Stored data:
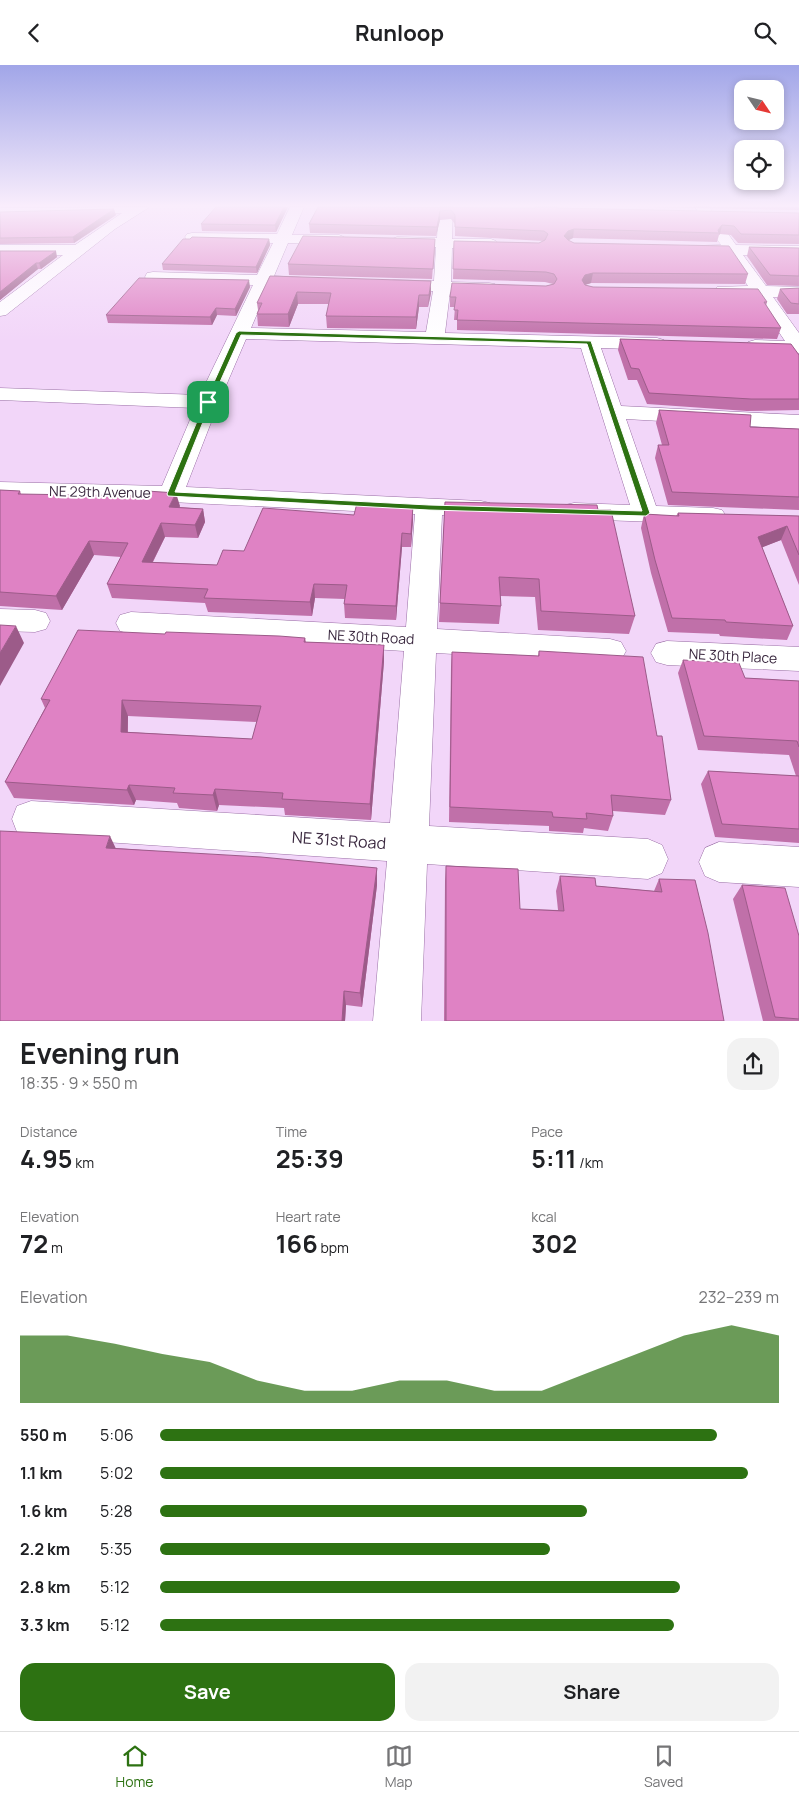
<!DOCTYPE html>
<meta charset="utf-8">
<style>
:root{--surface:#fff;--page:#f2f2f2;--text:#202124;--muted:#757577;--line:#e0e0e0;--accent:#2d7212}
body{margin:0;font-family:Manrope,sans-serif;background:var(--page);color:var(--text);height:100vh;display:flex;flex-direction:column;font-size:19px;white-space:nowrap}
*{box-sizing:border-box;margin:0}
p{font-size:16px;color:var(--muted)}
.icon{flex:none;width:28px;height:28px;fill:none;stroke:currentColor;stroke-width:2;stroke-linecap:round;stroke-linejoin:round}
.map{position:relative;height:956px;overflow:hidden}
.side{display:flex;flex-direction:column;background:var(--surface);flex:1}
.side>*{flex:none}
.needle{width:32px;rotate:125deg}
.fabs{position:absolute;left:734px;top:15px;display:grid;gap:10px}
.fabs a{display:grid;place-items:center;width:50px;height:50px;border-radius:10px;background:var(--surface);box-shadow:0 2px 8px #0003;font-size:25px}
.pin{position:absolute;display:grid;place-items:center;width:42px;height:42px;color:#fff;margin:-21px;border-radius:10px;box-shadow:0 2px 8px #0006}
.round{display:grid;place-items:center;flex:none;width:52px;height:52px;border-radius:15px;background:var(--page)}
.overview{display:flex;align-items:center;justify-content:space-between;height:85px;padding:0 20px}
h1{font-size:28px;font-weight:700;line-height:38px}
.metrics{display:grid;grid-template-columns:repeat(3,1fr);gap:8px;height:85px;padding:5px 20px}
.metrics div{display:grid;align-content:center}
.metrics b{font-size:25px;font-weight:700}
.metrics small{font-size:14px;font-weight:400}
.metrics p{font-size:14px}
.chart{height:140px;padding:10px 20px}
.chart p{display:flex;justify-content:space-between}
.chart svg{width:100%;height:90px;margin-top:5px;fill:var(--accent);opacity:.7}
.primary-button{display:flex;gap:10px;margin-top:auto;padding:10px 20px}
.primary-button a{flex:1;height:58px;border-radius:15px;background:var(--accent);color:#fff;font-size:20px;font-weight:700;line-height:58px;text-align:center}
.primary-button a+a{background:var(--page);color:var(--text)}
ul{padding:0 20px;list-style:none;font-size:16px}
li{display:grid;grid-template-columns:80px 60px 1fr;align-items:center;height:38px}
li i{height:12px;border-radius:6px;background:var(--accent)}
header{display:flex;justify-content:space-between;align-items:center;height:65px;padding:0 20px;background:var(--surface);font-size:22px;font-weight:700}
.tab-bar{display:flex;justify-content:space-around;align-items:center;height:70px;border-top:1px solid var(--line);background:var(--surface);font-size:14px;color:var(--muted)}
.tab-bar a{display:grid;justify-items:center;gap:2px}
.tab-bar .on{color:var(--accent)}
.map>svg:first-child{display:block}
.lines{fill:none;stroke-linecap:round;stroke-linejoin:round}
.minor-casing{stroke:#9a6fa6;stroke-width:1}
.minor{fill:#fff;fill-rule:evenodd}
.wall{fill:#c070a9;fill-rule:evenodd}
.shaded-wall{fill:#9c5b89}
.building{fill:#df82c4;stroke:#9c5b89;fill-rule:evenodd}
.route{fill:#2d7212;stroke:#fff;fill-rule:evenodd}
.labels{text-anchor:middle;stroke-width:4;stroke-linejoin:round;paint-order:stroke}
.street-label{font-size:14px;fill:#3a283f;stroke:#fff}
.near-street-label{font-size:16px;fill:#3a283f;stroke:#fff}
</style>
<header><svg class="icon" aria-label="back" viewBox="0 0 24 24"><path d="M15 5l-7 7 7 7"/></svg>Runloop<svg class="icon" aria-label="search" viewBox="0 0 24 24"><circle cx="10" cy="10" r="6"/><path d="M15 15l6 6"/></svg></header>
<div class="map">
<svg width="799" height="956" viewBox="0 0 799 956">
<rect width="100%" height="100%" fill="#f2d6f9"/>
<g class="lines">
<defs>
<path id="minor" d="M 290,142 L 304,142 L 292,170 L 339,170 L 344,172 L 347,175 L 344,178 L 339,180 L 288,178 L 274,211 L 310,213 L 312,217 L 310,221 L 269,221 L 251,263 L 426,267 L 433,226 L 394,225 L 388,224 L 386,220 L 388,216 L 394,215 L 434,216 L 436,182 L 397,182 L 392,180 L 389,177 L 392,174 L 397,172 L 437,173 L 439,142 L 453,142 L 452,174 L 491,174 L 496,176 L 499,179 L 496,182 L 491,184 L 452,183 L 451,217 L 489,218 L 495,219 L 498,223 L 495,227 L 489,228 L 450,227 L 445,268 L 657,273 L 664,275 L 667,279 L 664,283 L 657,285 L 601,283 L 621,341 L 799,350 L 799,364 L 626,354 L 656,441 L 713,443 L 722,445 L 726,451 L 722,457 L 713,459 L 574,454 L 565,452 L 561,446 L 565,440 L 574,438 L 630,440 L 581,283 L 246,274 L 219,337 L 186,422 L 481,436 L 490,438 L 494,444 L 490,450 L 481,452 L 442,450 L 437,564 L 610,574 L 621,577 L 626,586 L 621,595 L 610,598 L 436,588 L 429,761 L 648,774 L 662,780 L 668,794 L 662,808 L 648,814 L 427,799 L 421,956 L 373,956 L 387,796 L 31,772 L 17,767 L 12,754 L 17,741 L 31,736 L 390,758 L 404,586 L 131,569 L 120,566 L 116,558 L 120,550 L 131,547 L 406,562 L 415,449 L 171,437 L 0,433 L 0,417 L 162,421 L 195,343 L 0,335 L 0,323 L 200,330 L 253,220 L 153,217 L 147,216 L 145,212 L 147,208 L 153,207 L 257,210 L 273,178 L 192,176 L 187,175 L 185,172 L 187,169 L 192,168 L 277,169 Z
M 695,142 L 709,142 L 736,180 L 799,181 L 799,191 L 743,190 L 766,221 L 799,222 L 799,232 L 773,232 L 799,268 L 799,288 L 748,285 L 745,281 L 748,277 L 755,275 L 785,276 L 755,232 L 717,230 L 714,226 L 717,222 L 748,221 L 727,189 L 693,189 L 688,187 L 685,184 L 688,181 L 721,180 Z
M 0,143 L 148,142 L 148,143 L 115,164 L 6,250 L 0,251 L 0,237 L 63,190 L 0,190 L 0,180 L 75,180 L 122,148 L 0,151 Z
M 0,544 L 35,545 L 46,548 L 50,556 L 46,564 L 35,567 L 0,566 Z
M 667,576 L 799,582 L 799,606 L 667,600 L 656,597 L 651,588 L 656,579 Z
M 719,777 L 799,782 L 799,822 L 719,817 L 705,811 L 699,797 L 705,783 Z"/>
</defs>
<!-- minor casing -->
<use href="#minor" class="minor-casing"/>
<!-- minor -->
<use href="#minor" class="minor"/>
</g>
<!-- wall -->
<path class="wall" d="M 288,142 L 276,167 L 202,166 L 201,159 Z
M 318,142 L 535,143 L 536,142 L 559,142 L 558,143 L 799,148 L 799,179 L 738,178 L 731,170 L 720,169 L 719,170 L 717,177 L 573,173 L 568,175 L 574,178 L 748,209 L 745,219 L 591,218 L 585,220 L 593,222 L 767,237 L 766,241 L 781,263 L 777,274 L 457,265 L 457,255 L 454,255 L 455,242 L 450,242 L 450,232 L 546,221 L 553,219 L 545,217 L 453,214 L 454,176 L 539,178 L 544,176 L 455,171 L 455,159 L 451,154 L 440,155 L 436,171 L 310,168 L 309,159 Z
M 637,142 L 799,142 L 799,145 Z
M 0,147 L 116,150 L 74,178 L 0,179 Z
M 269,174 L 270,180 L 257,208 L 163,205 L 162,199 Z
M 435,174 L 432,214 L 289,210 L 288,199 Z
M 749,182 L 799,183 L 799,221 L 767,220 L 747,191 Z
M 0,186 L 57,192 L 41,204 L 38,204 L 0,235 Z
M 270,211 L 431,228 L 428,242 L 419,242 L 416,264 L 327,263 L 326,251 L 329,239 L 298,239 L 289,262 L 258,261 L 257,249 L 258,245 L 257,238 Z
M 250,222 L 236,251 L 217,250 L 212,260 L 108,258 L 106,250 Z
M 799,223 L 799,249 L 787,249 L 777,234 L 780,224 Z
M 620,274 L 799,290 L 799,345 L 747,346 L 647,339 L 637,315 L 628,315 L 618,285 Z
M 659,345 L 750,362 L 799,364 L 799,445 L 668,440 L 655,393 L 658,380 L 662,380 L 656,358 Z
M 0,425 L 20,426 L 21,429 L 180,441 L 179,442 L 203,444 L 205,457 L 198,473 L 165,472 L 153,497 L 217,500 L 244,486 L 354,450 L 413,454 L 411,482 L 402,482 L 396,555 L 345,553 L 344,539 L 345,534 L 315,533 L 312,551 L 208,547 L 205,538 L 112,533 L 107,519 L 121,492 L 94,490 L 62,545 L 0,541 Z
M 445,437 L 598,445 L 635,551 L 629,569 L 538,565 L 535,532 L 500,531 L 501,541 L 499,559 L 439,557 Z
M 678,448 L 799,451 L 799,520 L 781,475 L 762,482 L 793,561 L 787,575 L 720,571 L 719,569 L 668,567 L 651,508 L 641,463 L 644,449 L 676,451 Z
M 165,569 L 305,573 L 306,577 L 384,580 L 384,596 L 371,755 L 285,750 L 284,743 L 219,740 L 217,746 L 179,743 L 177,738 L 136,735 L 134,740 L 14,733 L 5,717 L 45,643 L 41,634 ZM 128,651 L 257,657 L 252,674 L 128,667 Z
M 539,586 L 657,671 L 671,735 L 665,750 L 613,746 L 613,751 L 608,766 L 584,763 L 583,768 L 549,766 L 549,761 L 449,757 L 451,602 L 452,587 L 538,591 Z
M 683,595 L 745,613 L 799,616 L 799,778 L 715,772 L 701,719 L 708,706 L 796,711 L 789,690 L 698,685 L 678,608 Z
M 116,783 L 377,803 L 377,820 L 362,942 L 346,940 L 345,956 L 0,956 Z
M 446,801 L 520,844 L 558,845 L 556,826 L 560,811 L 596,821 L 654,826 L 659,814 L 724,956 L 444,956 L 445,816 Z
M 742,820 L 799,871 L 799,956 L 763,956 L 733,834 Z"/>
<!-- shaded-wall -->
<path class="shaded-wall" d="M 284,142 L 288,142 L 276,167 L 275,160 Z
M 114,144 L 116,150 L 74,178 L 73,172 Z
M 440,146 L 440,155 L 436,171 L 437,162 Z
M 722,160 L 720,169 L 719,170 L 719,168 L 718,165 Z
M 574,164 L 573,173 L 567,176 L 564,171 L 568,166 Z
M 269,174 L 270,180 L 257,208 L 256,202 Z
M 435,174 L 435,184 L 432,214 L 433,204 Z
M 56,186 L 57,192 L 41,204 L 39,198 Z
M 36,198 L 38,204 L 0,235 L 0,227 Z
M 593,208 L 591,218 L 584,220 L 582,215 L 585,210 Z
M 249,215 L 250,222 L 236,251 L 235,244 Z
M 431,216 L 431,228 L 428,242 L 429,230 Z
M 297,227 L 298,239 L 289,262 L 288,249 Z
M 419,230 L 419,242 L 416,264 L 416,252 Z
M 216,243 L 217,250 L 212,260 L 210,252 Z
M 176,428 L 180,441 L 173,456 L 169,442 Z
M 413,441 L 413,454 L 411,482 L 411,469 Z
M 203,444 L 205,457 L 198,473 L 195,460 Z
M 161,458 L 165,472 L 146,510 L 142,497 Z
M 787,461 L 781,475 L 753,486 L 758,472 Z
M 402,468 L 402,482 L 396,555 L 396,541 Z
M 89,476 L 94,490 L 62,545 L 56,531 Z
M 314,519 L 315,533 L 312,551 L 310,537 Z
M 16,561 L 24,578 L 0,621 L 0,588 Z
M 384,580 L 384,596 L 371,755 L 370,739 Z
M 122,635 L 128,651 L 127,682 L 121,667 Z
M 129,720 L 136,735 L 134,740 L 127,725 Z
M 215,724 L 219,740 L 217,746 L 213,730 Z
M 110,771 L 118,788 L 106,783 Z
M 377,803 L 377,820 L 362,942 L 360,928 Z
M 344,926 L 346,940 L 345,956 L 342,956 Z"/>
<!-- building -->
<path class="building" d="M 216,142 L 284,142 L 275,160 L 201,159 Z
M 318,142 L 535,143 L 536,142 L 557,142 L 557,143 L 799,148 L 799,170 L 741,169 L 734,161 L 722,160 L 718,165 L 719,168 L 574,164 L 568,166 L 564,171 L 568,175 L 574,178 L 729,181 L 748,209 L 593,208 L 585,210 L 582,215 L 585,220 L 593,222 L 758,224 L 767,237 L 764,237 L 781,263 L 457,255 L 458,245 L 454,245 L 456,232 L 450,232 L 452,218 L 546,221 L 554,219 L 557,214 L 554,209 L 546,207 L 453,204 L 454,176 L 539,178 L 545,175 L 548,169 L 544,166 L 455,162 L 455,150 L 451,145 L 440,146 L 437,162 L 309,159 Z
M 114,144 L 73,172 L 0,173 L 0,147 Z
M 303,171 L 435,174 L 433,204 L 288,199 Z
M 192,172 L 269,174 L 256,202 L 162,199 L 183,174 L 190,174 Z
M 749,182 L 799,183 L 799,211 L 770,210 Z
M 0,186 L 56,186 L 39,198 L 36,198 L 0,227 Z
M 270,211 L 431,216 L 429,230 L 419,230 L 416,252 L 326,251 L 331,228 L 297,227 L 288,249 L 257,249 L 262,238 L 257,238 Z
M 139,213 L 249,215 L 235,244 L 216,243 L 210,252 L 106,250 Z
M 799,223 L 799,239 L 791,238 L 780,224 Z
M 620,274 L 791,279 L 799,290 L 799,334 L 751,334 L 649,328 L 639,304 L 631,303 Z
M 659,345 L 751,350 L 750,362 L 799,364 L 799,432 L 672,427 L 658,380 L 669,380 Z
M 0,425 L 20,426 L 18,429 L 145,431 L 147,426 L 176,428 L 169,442 L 203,444 L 195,460 L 161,458 L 142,497 L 217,500 L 223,485 L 244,486 L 263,443 L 354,450 L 357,438 L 413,441 L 411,469 L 402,468 L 396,541 L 344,539 L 347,520 L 314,519 L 310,537 L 204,533 L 208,524 L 107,519 L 128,478 L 89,476 L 56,531 L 0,527 Z
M 445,437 L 597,440 L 598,445 L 611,445 L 635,551 L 541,546 L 539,514 L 499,512 L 501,541 L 440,538 Z
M 678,448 L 799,451 L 799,490 L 787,461 L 758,472 L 793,561 L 726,557 L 725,555 L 672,553 L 655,495 L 644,449 L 679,451 Z
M 0,560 L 16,561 L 0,588 Z
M 78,565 L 165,569 L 166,567 L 279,571 L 305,573 L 304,577 L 384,580 L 370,739 L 282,734 L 283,728 L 215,724 L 213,730 L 173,728 L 175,723 L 129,720 L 127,725 L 5,717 L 50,635 L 41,634 ZM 122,635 L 261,641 L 252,674 L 121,667 Z
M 539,586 L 643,592 L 657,671 L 662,671 L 671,735 L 611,730 L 613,751 L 586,748 L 587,754 L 553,752 L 552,747 L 450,742 L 452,587 L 539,591 Z
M 683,595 L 739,598 L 745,613 L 799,616 L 799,682 L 797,676 L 704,671 Z
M 708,706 L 799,711 L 799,764 L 722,759 Z
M 0,766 L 110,771 L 106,783 L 261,792 L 377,803 L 360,928 L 344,926 L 342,956 L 0,956 Z
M 446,801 L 518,804 L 520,844 L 564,846 L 560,811 L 595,813 L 596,821 L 662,827 L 659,814 L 695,815 L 708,868 L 724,956 L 446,956 Z
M 742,820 L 785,823 L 799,871 L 799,954 L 775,952 Z"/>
<!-- sky -->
<linearGradient id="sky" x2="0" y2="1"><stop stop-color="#a1a6e8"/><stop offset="0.51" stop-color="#f9edfc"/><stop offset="1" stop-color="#f9edfc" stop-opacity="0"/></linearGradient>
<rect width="799" height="276" fill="url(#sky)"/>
<!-- route -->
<path class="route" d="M 239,266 L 591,276 L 650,448 L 646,451 L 429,445 L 168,431 L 167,429 L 205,337 L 236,268 ZM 241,270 L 587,279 L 642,446 L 429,440 L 175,427 L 211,337 Z"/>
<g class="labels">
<!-- street labels -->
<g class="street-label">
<text transform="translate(100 427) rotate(1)" y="5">NE 29th Avenue</text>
<text transform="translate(371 572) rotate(3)" y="5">NE 30th Road</text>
<text transform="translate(733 591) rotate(3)" y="5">NE 30th Place</text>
</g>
<!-- near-street labels -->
<g class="near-street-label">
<text transform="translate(339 775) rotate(4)" y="6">NE 31st Road</text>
</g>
</g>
</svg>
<div class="fabs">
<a><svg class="needle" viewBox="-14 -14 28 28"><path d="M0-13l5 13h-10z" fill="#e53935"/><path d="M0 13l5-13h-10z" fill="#757577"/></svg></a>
<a><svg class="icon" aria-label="locate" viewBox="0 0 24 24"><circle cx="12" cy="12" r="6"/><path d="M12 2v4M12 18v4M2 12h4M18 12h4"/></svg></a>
</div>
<div class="pin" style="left:208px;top:337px;background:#1e9e55"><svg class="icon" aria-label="arrive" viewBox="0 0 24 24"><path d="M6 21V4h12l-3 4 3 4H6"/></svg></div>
</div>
<section class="side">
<div class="overview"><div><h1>Evening run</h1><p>18:35 · 9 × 550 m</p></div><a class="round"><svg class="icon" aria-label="share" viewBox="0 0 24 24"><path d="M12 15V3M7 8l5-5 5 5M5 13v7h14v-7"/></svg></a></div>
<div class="metrics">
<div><p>Distance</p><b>4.95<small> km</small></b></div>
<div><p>Time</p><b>25:39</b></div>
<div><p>Pace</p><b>5:11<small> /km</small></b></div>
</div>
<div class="metrics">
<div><p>Elevation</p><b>72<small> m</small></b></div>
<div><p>Heart rate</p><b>166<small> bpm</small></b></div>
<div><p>kcal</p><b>302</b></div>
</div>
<div class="chart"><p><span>Elevation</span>232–239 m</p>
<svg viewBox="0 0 160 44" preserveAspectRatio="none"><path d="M0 44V11L10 11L20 15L30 20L40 24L50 33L60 38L70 38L80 33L90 33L100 38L110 38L120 29L130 20L140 11L150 6L160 11V44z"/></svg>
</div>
<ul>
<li><b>550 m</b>5:06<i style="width:90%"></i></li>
<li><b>1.1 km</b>5:02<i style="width:95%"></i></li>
<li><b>1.6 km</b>5:28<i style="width:69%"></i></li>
<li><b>2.2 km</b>5:35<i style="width:63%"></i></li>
<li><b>2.8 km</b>5:12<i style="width:84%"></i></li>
<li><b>3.3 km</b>5:12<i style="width:83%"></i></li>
</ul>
<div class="primary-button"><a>Save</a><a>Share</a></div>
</section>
<nav class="tab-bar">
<a class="on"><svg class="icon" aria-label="home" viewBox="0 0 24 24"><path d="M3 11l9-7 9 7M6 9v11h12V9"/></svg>Home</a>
<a><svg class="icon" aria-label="map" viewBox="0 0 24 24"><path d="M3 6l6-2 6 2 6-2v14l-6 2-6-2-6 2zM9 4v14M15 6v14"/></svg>Map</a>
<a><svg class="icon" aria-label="saved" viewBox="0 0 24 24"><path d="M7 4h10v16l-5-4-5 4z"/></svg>Saved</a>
</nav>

* [Problem statement] Could you return exactly the lines above from the line with "<div><p>Elevation</p><b>72<small> m</small></b></div>" to the line with "6 2 6-2v14l-6", both included, and nothing else?

* [Result of this exercise]
<div><p>Elevation</p><b>72<small> m</small></b></div>
<div><p>Heart rate</p><b>166<small> bpm</small></b></div>
<div><p>kcal</p><b>302</b></div>
</div>
<div class="chart"><p><span>Elevation</span>232–239 m</p>
<svg viewBox="0 0 160 44" preserveAspectRatio="none"><path d="M0 44V11L10 11L20 15L30 20L40 24L50 33L60 38L70 38L80 33L90 33L100 38L110 38L120 29L130 20L140 11L150 6L160 11V44z"/></svg>
</div>
<ul>
<li><b>550 m</b>5:06<i style="width:90%"></i></li>
<li><b>1.1 km</b>5:02<i style="width:95%"></i></li>
<li><b>1.6 km</b>5:28<i style="width:69%"></i></li>
<li><b>2.2 km</b>5:35<i style="width:63%"></i></li>
<li><b>2.8 km</b>5:12<i style="width:84%"></i></li>
<li><b>3.3 km</b>5:12<i style="width:83%"></i></li>
</ul>
<div class="primary-button"><a>Save</a><a>Share</a></div>
</section>
<nav class="tab-bar">
<a class="on"><svg class="icon" aria-label="home" viewBox="0 0 24 24"><path d="M3 11l9-7 9 7M6 9v11h12V9"/></svg>Home</a>
<a><svg class="icon" aria-label="map" viewBox="0 0 24 24"><path d="M3 6l6-2 6 2 6-2v14l-6 2-6-2-6 2zM9 4v14M15 6v14"/></svg>Map</a>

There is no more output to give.